31.  Les 26 et 27 avril 2011, à l’issue de la Conférence de haut niveau sur l’avenir de la Cour européenne des droits de l’homme, qui s’est tenue à İzmir, fut adoptée une déclaration dont les parties pertinentes énoncent :

« B.  Mise en œuvre de la Convention au niveau national

La Conférence :

1.  Réitère les appels figurant sous ce volet dans la Déclaration d’Interlaken et invite les Etats Parties plus particulièrement à :

a.  Veiller à ce que des voies de recours internes efficaces, qu’elles soient de nature spécifique ou qu’elles constituent une voie de recours général en droit interne, permettent de se prononcer sur une violation alléguée de la Convention et, le cas échéant, d’y remédier ;

b.  Coopérer pleinement avec le Comité des Ministres dans le cadre des nouvelles méthodes de surveillance de l’exécution des arrêts de la Cour ;

c.  Veiller à ce que les curricula de formation professionnelle des juges, des procureurs, et des autres agents chargés de pourvoir à l’application de la loi, ainsi que des membres des forces de sécurité contiennent des informations adéquates sur la jurisprudence bien établie de la Cour dans leurs domaines professionnels respectifs ;

d.  Envisager de contribuer à la traduction dans leur langue nationale du guide pratique sur la recevabilité élaboré par le greffe de la Cour ;

e.  Envisager de contribuer au Fonds fiduciaire pour les droits de l’homme.

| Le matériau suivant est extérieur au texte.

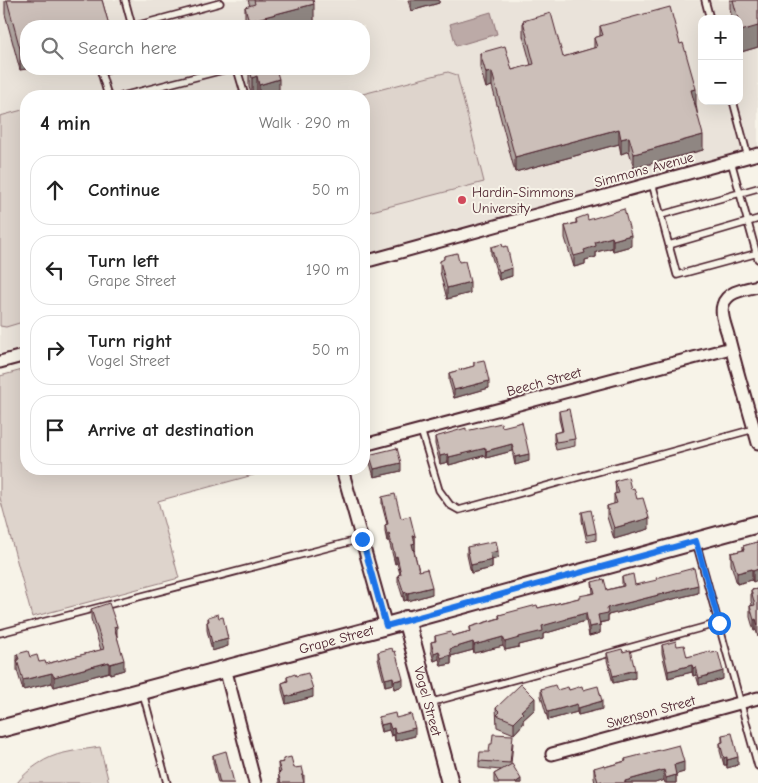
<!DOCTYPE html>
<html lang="en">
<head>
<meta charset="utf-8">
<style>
	:root { --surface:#fff; --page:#f2f2f2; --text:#222; --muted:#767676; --line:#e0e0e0 }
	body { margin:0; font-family:"Comic Neue",sans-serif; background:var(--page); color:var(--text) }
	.controls { position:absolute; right:15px; top:15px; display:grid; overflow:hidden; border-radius:10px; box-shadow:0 5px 20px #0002 }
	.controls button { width:45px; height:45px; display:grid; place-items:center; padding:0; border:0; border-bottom:1px solid var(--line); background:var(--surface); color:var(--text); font:25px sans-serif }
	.stop { position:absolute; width:15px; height:15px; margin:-11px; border:4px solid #1a73e8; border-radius:50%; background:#fff }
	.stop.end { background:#1a73e8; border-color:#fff; box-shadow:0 1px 5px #0008 }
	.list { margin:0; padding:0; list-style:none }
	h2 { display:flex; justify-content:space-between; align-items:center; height:65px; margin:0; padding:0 20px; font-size:21px }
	h2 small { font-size:16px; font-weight:400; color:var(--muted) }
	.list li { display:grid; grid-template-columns:32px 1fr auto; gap:15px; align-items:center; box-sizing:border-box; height:70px; margin:0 10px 10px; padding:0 10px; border:1px solid var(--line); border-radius:20px }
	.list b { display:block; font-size:19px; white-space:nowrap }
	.list p { margin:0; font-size:16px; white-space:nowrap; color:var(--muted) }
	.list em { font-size:16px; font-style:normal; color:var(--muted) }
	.icon { flex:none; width:28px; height:28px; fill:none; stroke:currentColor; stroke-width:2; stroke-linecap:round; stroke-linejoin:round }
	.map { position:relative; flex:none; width:758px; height:783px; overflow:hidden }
	.search { position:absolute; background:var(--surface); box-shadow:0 5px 20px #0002; left:20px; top:20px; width:350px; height:55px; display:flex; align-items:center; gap:12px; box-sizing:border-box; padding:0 18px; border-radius:20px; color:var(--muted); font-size:19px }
	.panel { position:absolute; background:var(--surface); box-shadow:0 5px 20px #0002; left:20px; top:90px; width:350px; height:385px; border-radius:20px }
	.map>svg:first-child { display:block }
	.built { fill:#eae3da; fill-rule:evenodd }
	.green { fill:#ded4cc; stroke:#947a7c }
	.water { fill:#bcaaa7; stroke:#8e7275 }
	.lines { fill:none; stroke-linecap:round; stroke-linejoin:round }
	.lane-casing { stroke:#4a1f2b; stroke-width:9 }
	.street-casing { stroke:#4a1f2b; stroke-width:15 }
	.secondary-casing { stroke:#4a1f2b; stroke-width:20 }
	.lane { stroke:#f7f3e8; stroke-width:5.5 }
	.street { stroke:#f7f3e8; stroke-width:11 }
	.secondary { stroke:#f7f3e8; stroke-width:16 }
	.wall { fill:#afa49f; stroke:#4a1f2b }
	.shaded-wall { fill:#8f8682; stroke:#4a1f2b }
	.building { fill:#ccbfb9; stroke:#4a1f2b }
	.route { stroke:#1a73e8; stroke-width:6 }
	.poi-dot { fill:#d1495b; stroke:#f7f3e8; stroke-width:2 }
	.labels { text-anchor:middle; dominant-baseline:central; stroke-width:4; stroke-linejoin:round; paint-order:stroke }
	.street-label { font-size:14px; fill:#4a1f2b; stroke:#f7f3e8 }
	.poi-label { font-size:14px; fill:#4a1f2b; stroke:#f7f3e8; text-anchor:start }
</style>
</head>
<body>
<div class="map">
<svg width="758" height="783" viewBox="0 0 758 783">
	<rect width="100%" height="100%" fill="#f7f3e8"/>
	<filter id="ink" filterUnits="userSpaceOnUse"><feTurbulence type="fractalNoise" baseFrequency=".02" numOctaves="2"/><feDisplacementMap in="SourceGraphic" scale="10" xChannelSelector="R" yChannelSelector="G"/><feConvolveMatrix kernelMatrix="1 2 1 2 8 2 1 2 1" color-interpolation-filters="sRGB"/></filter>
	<g filter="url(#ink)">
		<path class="built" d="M0 0H758V146L364 254V96H26V346L0 353ZM702 19H739V101H702ZM26 26H364V69H26Z"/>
		<path class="green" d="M448 72 457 75 484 182 364 213V96H355Z
			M26 109V321L6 327 0 326V116Z
			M26 369V469H275L158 501 179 578 32 617 0 498V376Z
			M100 747 109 783H17C28 769 47 756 64 753 76 750 88 749 100 747Z"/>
		<path class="water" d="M491 12 497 34 456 46 450 24Z"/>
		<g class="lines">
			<defs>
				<path id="lane" d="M125 0 132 26
					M705 0 710 19
					M135 26 220 3
					M237 69 245 96
					M108 96 101 72 112 69
					M122 96 227 69
					M733 101 748 157
					M731 161 758 259
					M652 183 677 275 758 253
					M661 215 758 188
					M669 245 758 219
					M421 430 439 490 450 505 459 510 754 429
					M696 542 758 766
					M0 633 361 539
					M143 693 167 783
					M429 703 719 623"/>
				<path id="street" d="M364 262 758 154
					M758 286C746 289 727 291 723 305 720 314 726 327 728 335 737 372 748 407 758 443
					M0 362 26 355
					M364 445 731 348
					M342 469 386 626
					M225 668 255 783
					M552 754 758 698"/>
				<g id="secondary">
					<path id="s1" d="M406 619 450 783"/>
					<path id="s2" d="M0 729 386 626 758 524"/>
				</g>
			</defs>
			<use href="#lane" class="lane-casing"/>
			<use href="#street" class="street-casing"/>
			<use href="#secondary" class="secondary-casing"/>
			<use href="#lane" class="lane"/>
			<use href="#street" class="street"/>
			<use href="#secondary" class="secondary"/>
		</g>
		<path class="wall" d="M5 0H102L109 26 20 70 5 14Z
			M248 0H313L314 25 309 26H245V7L250 6Z
			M408 0H439V3L411 11Z
			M730 0H758V47L741 52 739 46V19H732L730 9Z
			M523 21 563 57 594 48V38L600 36V26L696 104 703 150 634 168 629 151 621 154 619 144 515 172 492 86 486 88 480 68V53L512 70 531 65 523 36Z
			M249 69H276L279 96H252L249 87Z
			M576 219 588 220 631 246 613 251 612 248 596 252V257L585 260V264L574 267 565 238V226L576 223Z
			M491 247 512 276 499 280 491 254Z
			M444 256 459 262 470 293 447 299 440 272V261L444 260Z
			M474 362 489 388 454 398 449 381V373L474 366Z
			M559 411 575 439V446L556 450 554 440V433L562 431 559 419Z
			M502 427 529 461 515 465 512 451 486 458V455L449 465 448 462 440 464 435 444V437L466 431Z
			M370 456 401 471 374 477 370 463Z
			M615 481 631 489 637 499 649 529 614 539 607 517V506L614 504V494H616Z
			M382 497 401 518 415 536V550L414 551 419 571 432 594 408 601 407 600 404 601 398 582V575L400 574 397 563 395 564 389 541H387L385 532V525L387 524 382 505Z
			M582 512 596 533V540L587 542 582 520Z
			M757 542 753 582 752 580 737 584 731 564V553L743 550V546Z
			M467 547 498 558 492 560V568L471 573 467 555Z
			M622 577 635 585 698 593 608 615V621L600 623V633L589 636 586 621 567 626V627L543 634V639L519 645V647L505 650 503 646 474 653 473 650 451 656V664L441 666 439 659 434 661 431 651V642L435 641V636H452L470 631V627L499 618V615L538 608 579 598 593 593 592 582 607 590 622 586Z
			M758 589V637L756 630 754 631 750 617V606L752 605 751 601V590Z
			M91 609 117 636 124 670 110 674 109 672 54 687 52 683 23 690 17 670V654L30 657 39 662 46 664 101 650 91 619Z
			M208 617 228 646 212 651 207 630V622H208Z
			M662 645 677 646 687 657 711 653 723 679 699 685 696 675 693 676 692 672 668 678 662 653Z
			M378 652 403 686 394 689 393 684 385 686 378 659Z
			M623 652 635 678 613 683 607 660V653Z
			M296 676 313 697 286 704 282 690V683L287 681V677Z
			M541 689 557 690H583L602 709 578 715 577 712 548 720 541 696Z
			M496 708 535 709 523 720V724L514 734 497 727Z
			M379 717 396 718 415 736 395 741 394 735 391 736 389 730 381 732 379 724Z
			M722 735 738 765 727 768V765H724L720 751V743H722Z
			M513 743 511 764 521 783H494V774L501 770 479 768V761L489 752Z
			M213 755 234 783H218L213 762Z
			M283 759 294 768 304 775V783H279L278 763 283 762Z
			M625 759 684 772 676 774V783H665L664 780 655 783H595L594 778V768L605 767 625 761Z"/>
		<path class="shaded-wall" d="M411 0H439V3L411 11Z
			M314 4V25L309 26H249V21Z
			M758 24V47L741 52V31Z
			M26 48 27 69 20 70V49Z
			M492 72V86L486 88V73Z
			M257 76V96H252V78Z
			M279 79V96H259V85Z
			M696 89V104L691 105V90Z
			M619 129V144L515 172V157Z
			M703 135V150L634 168V154Z
			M629 137V151L621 154V139Z
			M631 235V246L613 251V240Z
			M612 237V248L596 252V257L585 260V264L574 267V256L595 242Z
			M512 268V276L499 280V272Z
			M470 282V293L447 299V288Z
			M489 381V388L454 398V390Z
			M512 444V451L486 458V451Z
			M486 448V455L449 465V457Z
			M448 454V462L440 464V456Z
			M529 454V461L515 465V457Z
			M401 463V471L374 477V469Z
			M649 518V529L614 539V528Z
			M389 533V541H387V534Z
			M413 536H415V550L412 551Z
			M498 551V558L490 560V553Z
			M397 556V563L395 564V557Z
			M492 560V568L471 573V565Z
			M752 569V580L737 584V573Z
			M758 569V580L753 582V571Z
			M698 585V593L608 615V621L598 623V615L607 608Z
			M432 587V594L408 601V593Z
			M407 592V600L404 601V593Z
			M586 613V621L567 626V627L543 634V639L519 645V647L505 650V642L519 637 542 626 567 618Z
			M756 619V630L754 631V620Z
			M600 625V633L589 636V627Z
			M117 626V636L114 627Z
			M503 637V646L474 653V645Z
			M228 639V646L212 651V643Z
			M473 642V650L451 656V664L441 666V658L450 649Z
			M439 651V659L434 661V653Z
			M124 660V670L110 674V664Z
			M109 662V672L54 687V677Z
			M692 665V672L668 678V671Z
			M696 667V675L693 676V668Z
			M635 670V678L613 683V676Z
			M723 671V679L699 685V678Z
			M52 673V683L23 690V680Z
			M393 677V684L385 686V679Z
			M403 679V686L394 689V681Z
			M313 689V697L286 704V697Z
			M535 698V709L523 720V724L514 734V722L521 711Z
			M602 701V709L578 715V708Z
			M577 704V712L548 720V712Z
			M389 723V730L381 732V725Z
			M394 728V735L391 736V729Z
			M415 728V736L395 741V733Z
			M727 757V765H724V758Z
			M738 757V765L727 768V760Z
			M684 762V772L674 775V765Z
			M664 770V780L655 783H625V781Z
			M676 775V783H666V778Z
			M521 779V783H515Z"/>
		<path class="building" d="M7 0H102L109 25 106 26H26V48L20 49Z
			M254 0H313L314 4 249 21 245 7 255 4Z
			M733 0H758V26L741 31 739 24V19H738Z
			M670 7 680 44 683 43 696 89 691 90 703 135 634 154 629 137 621 139 619 129 515 157 492 72 486 73 480 53 505 46 512 70 534 64 523 21 551 13 563 57 597 47 594 38 603 35 600 26Z
			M250 69H276L279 79 259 85 257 76 252 78Z
			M624 209 631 235 613 240 612 237 595 242 596 246 584 250 585 253 574 256 565 226 577 223 576 219 587 215 588 220Z
			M502 244 503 247 507 246 512 268 499 272 491 247Z
			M457 253 459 262 465 261 470 282 447 288 440 261 444 259V256Z
			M484 360 489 381 454 390 449 373 474 366V362Z
			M569 409 575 439 556 442 554 433 563 431 559 411Z
			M522 422 529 454 515 457 512 444 486 451V448L449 457 448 454 440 456 435 437 466 428V431L501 423 502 427Z
			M397 448 401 463 374 469 370 456 372 455V454Z
			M628 477 631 489 634 488 637 499 643 498 649 518 614 528 607 506 617 503 614 494 619 493 615 481Z
			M395 494 401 518 410 516 415 536H413L415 543 412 544 419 571 427 569 432 587 408 593 407 592 404 593 398 575 401 574 397 556 395 557 389 533 387 534 385 525 388 524 382 497Z
			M591 510 596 533 587 535 582 512Z
			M496 541 498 551 490 553 492 560 471 565 467 547Z
			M757 542 758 545V569L753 571 752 569 737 573 731 553 744 550 743 546Z
			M694 568 698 585 607 608 608 613 598 615 600 625 589 627 586 613 567 618V619L542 626 543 631 519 637V638L505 642 503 637 474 645 473 642 450 649 451 655 441 658 439 651 434 653 431 642 436 641 435 636 451 632 452 636 471 631 470 627 500 618 499 615 537 605 538 608 559 603 579 598V596L595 593 592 582 604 579 607 590 624 586 622 577 633 574 635 585 657 580 656 578Z
			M758 589V626L756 619 754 620 750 606 755 605 751 590Z
			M109 603 117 626 114 627 124 660 110 664 109 662 54 677 52 673 23 680 17 660 19 659 17 654 28 651 30 657 37 655 39 662 45 661 46 664 104 649 91 609Z
			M218 614 219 618 223 617 228 639 212 643 207 622 209 621 208 617Z
			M676 641 677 646 684 645 687 657 710 651 711 653 718 652 723 671 699 678 696 667 693 668 692 665 668 671 662 645Z
			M392 648 393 652 395 651 403 679 394 681 393 677 385 679 378 652Z
			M622 649 623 652 630 650 635 670 613 676 607 653Z
			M308 673 313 689 286 697 282 683 288 681 287 677 295 674 296 676Z
			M521 684 535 698 521 711 523 713 514 722 497 715 500 712 496 708Z
			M555 685 557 690 568 687 569 690 582 686 583 690 598 686 602 701 578 708 577 704 548 712 541 689Z
			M395 713 396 718 411 714 415 728 395 733 394 728 391 729 389 723 381 725 379 717Z
			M732 733 738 757 727 760V757L724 758 720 743 723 742 722 735Z
			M493 734 513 735 510 763 479 761 480 752H489L490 744H492Z
			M679 745 684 762 674 765 676 775 666 778 664 770 625 781V783H602V781L598 782 594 768 604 765 605 767 626 761 625 759Z
			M226 751 234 783H220L213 755Z
			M291 757 294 768 302 767 304 775H302L304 783H281L278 773 281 772 278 763 284 762 283 759Z
			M512 764 521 779 515 783H499L494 774Z"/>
	</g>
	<g class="lines" filter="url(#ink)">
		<path class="route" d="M362 539 386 626 696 541 719 623"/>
	</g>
	<circle class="poi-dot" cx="462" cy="200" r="5"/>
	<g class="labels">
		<g class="street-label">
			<text transform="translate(644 170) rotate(-15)">Simmons Avenue</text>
			<text transform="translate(544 382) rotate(-15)">Beech Street</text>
			<text stroke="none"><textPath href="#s2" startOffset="348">Grape Street</textPath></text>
			<text stroke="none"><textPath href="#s1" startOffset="85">Vogel Street</textPath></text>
			<text transform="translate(651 712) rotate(-15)">Swenson Street</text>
		</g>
		<g class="poi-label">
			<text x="472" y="192">Hardin-Simmons<tspan x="472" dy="16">University</tspan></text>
		</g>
	</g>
</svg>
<div class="controls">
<button>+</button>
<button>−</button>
</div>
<div class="stop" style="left:719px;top:623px"></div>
<div class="stop end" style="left:362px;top:539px"></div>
<div class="search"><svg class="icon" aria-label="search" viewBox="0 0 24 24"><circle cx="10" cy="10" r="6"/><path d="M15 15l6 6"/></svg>Search here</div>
<section class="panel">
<h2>4 min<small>Walk · 290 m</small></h2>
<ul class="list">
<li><svg class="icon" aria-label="ahead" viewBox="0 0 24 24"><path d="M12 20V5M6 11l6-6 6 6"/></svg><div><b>Continue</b></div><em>50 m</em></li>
<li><svg class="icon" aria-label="left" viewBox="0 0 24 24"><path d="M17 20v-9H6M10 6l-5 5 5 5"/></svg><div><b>Turn left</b><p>Grape Street</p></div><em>190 m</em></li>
<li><svg class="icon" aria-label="right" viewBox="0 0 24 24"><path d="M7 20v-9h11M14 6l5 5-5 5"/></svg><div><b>Turn right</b><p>Vogel Street</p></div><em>50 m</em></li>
<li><svg class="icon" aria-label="arrive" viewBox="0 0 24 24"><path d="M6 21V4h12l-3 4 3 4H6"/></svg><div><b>Arrive at destination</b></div></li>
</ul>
</section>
</div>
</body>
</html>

2.  Invite les Etats Parties à consacrer toute l’attention nécessaire à la préparation des rapports nationaux qu’ils doivent présenter d’ici à la fin de 2011, en y décrivant les mesures prises pour mettre en œuvre les parties pertinentes de la Déclaration d’Interlaken et la façon dont elles ont l’intention de traiter d’éventuelles lacunes, afin que ces rapports fournissent une base solide pour des améliorations ultérieures au niveau national.

(...)

E.  Requêtes répétitives

La Conférence, tout en réitérant les appels du Plan d’Action d’Interlaken à l’égard des requêtes répétitives et prenant note avec satisfaction des premiers résultats encourageants des nouvelles compétences des comités de trois juges :

1.  Invite les Etats Parties à privilégier la conclusion des affaires répétitives par des règlements amiables ou des déclarations unilatérales, le cas échéant ;

2.  Souligne l’importance de l’assistance active de la Cour aux Etats Parties dans leurs efforts pour parvenir à des règlements amiables et faire des déclarations unilatérales le cas échéant, et encourage le rôle joué par la Cour à cet égard, ainsi que la nécessité de sensibiliser au fait que les règlements amiables font partie intégrante de la Convention pour le règlement des différends entre parties aux instances pendantes devant la Cour ;

3.  Estime que la Cour, lorsqu’elle se réfère à sa « jurisprudence bien établie », doit tenir compte des circonstances et de l’évolution législative et factuelle intervenue dans l’Etat défendeur ;

4.  Salue les travaux en cours au sein du Comité des Ministres concernant l’élaboration de propositions spécifiques, qui nécessiteraient d’amender la Convention, afin d’accroître la capacité de traitement des affaires par la Cour, et considère que les propositions faites devraient également permettre à la Cour de se prononcer sur des affaires répétitives dans un délai raisonnable ;

5.  Se félicite du nouvel Article 61 du Règlement de la Cour adopté par la Cour sur la procédure des arrêts pilotes. »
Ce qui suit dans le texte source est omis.